• WHAT THE TASK REQUIRES
The answer must consist of each line below that contains the word "bottom", copied in full.

• THE DATA
###

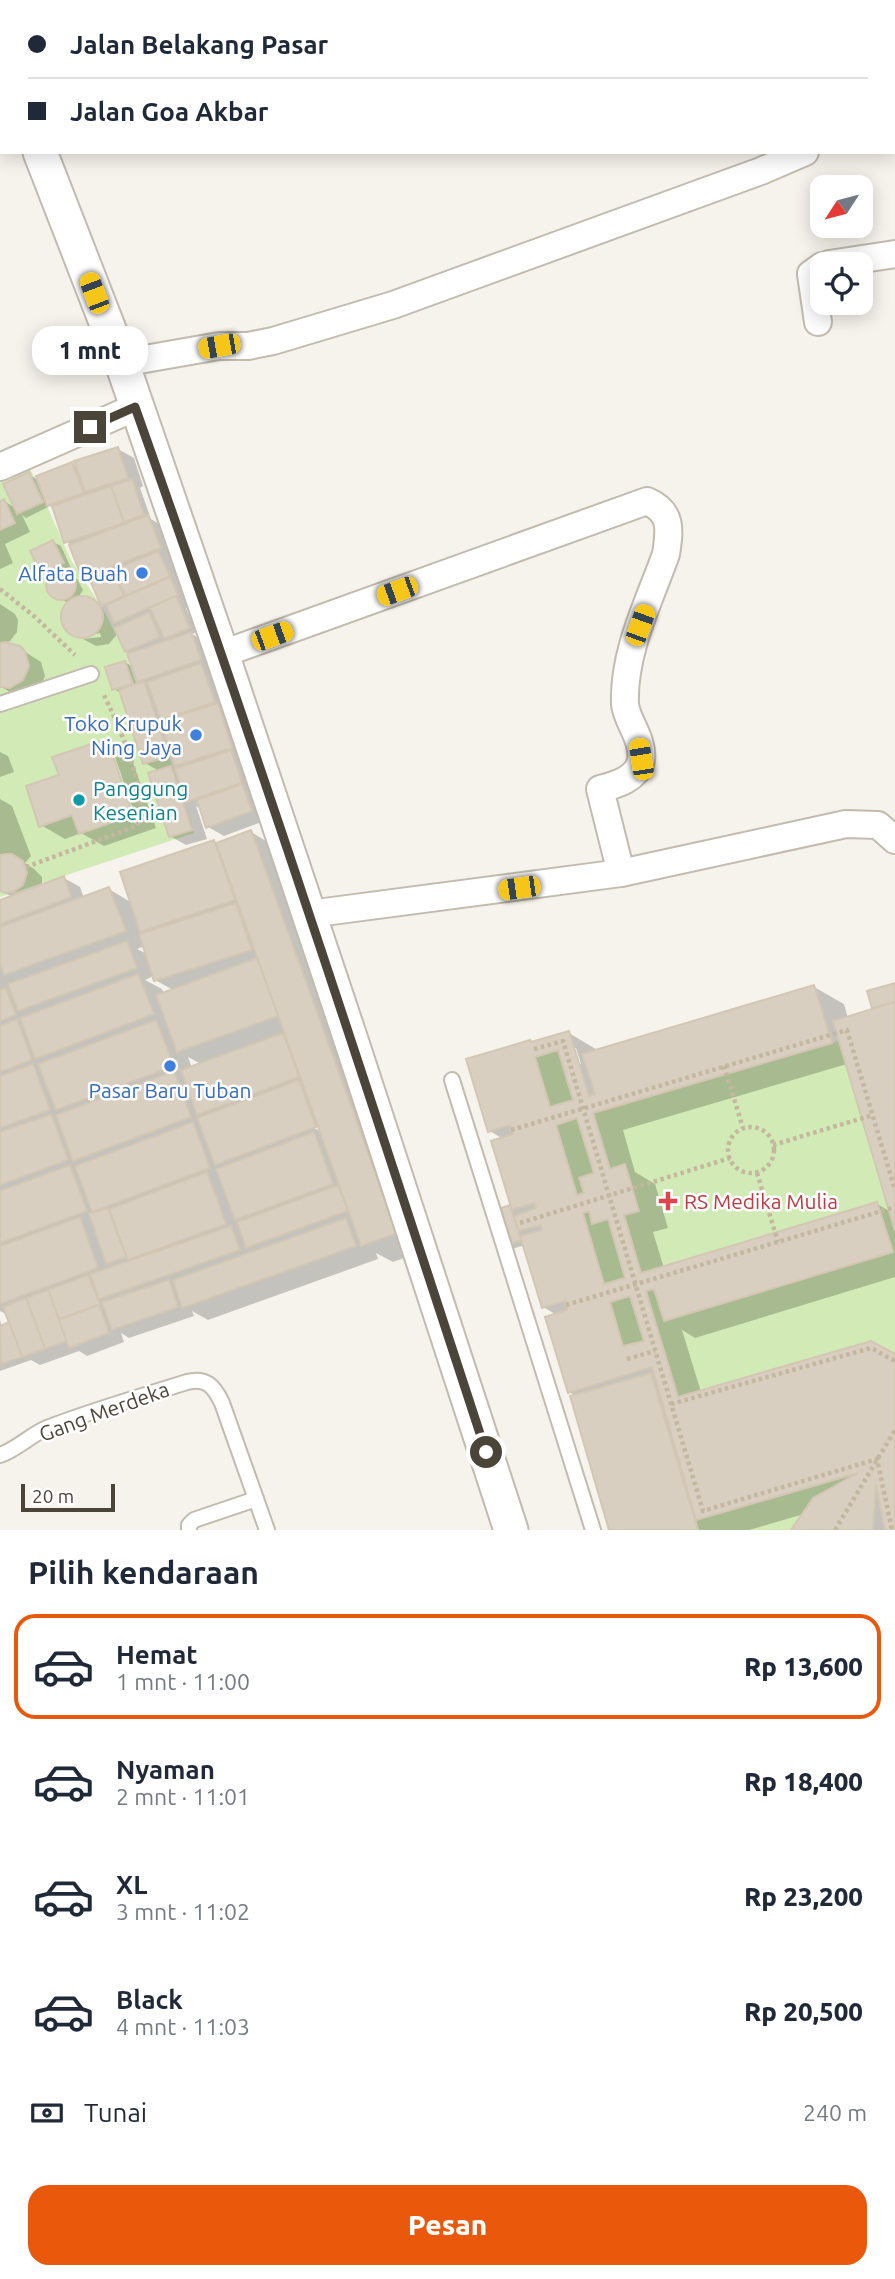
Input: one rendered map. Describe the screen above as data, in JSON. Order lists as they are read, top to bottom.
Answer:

###

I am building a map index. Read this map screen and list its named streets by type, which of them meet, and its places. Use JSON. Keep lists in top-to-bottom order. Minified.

###

• TASK ANSWER
Input: one rendered map. Describe the screen above as data, in JSON. Order lists as they are read, top to bottom.
I am building a map index. Read this map screen and list its named streets by type, which of them meet, and its places. Use JSON. Keep lists in top-to-bottom order. Minified.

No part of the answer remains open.